— Information —
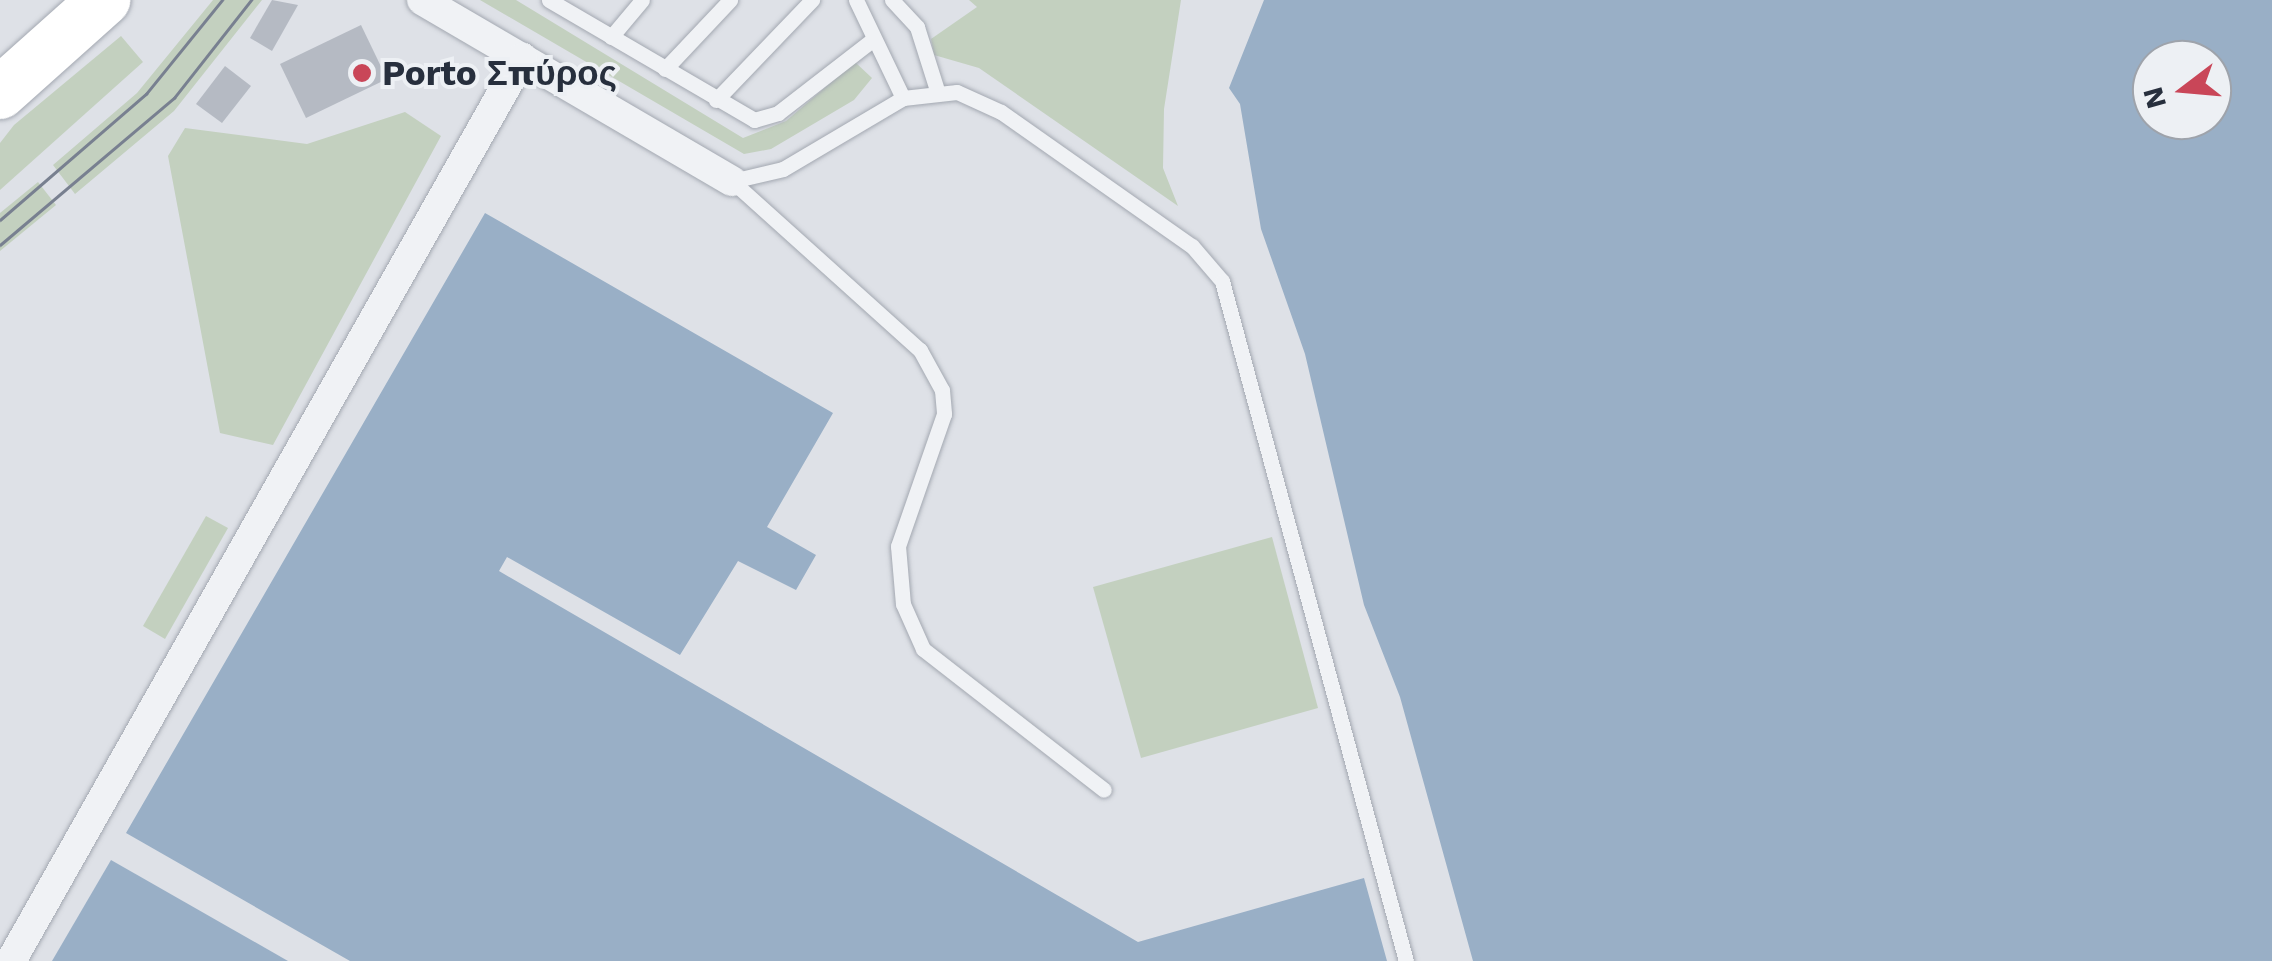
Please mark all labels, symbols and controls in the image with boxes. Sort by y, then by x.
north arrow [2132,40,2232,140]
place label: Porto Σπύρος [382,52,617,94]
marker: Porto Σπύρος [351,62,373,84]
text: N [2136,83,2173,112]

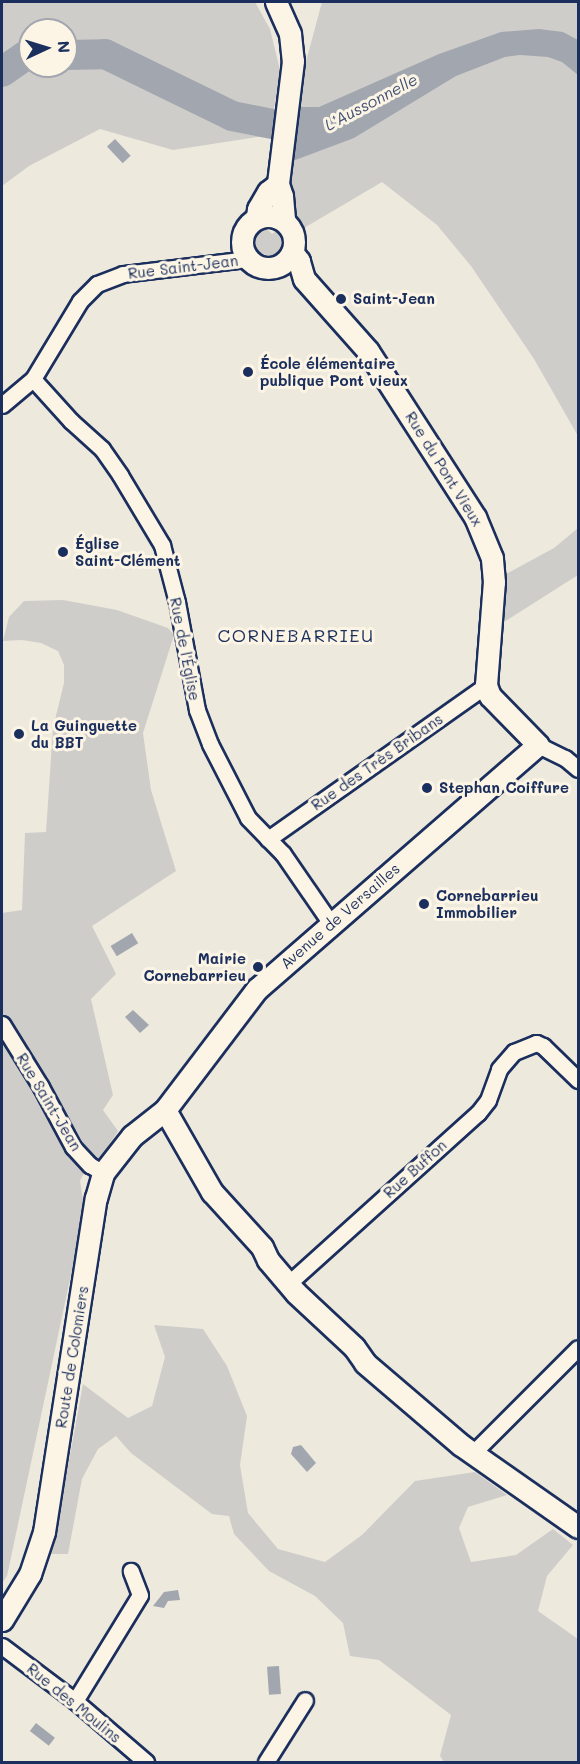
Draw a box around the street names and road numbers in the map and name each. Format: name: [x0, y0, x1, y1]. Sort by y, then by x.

— Action item —
Without changing a word, retype the data above and omit its pictures.

— Response for this exercise —
Please mark all labels, symbols and controls in the image with boxes. Sort by y, then by x.
north arrow [2132,40,2232,140]
place label: Porto Σπύρος [382,52,617,94]
marker: Porto Σπύρος [351,62,373,84]
text: N [2136,83,2173,112]

Draw a box around the street names and road numbers in the map and name each. Format: name: [x0, y0, x1, y1]. Sort by y, then by x.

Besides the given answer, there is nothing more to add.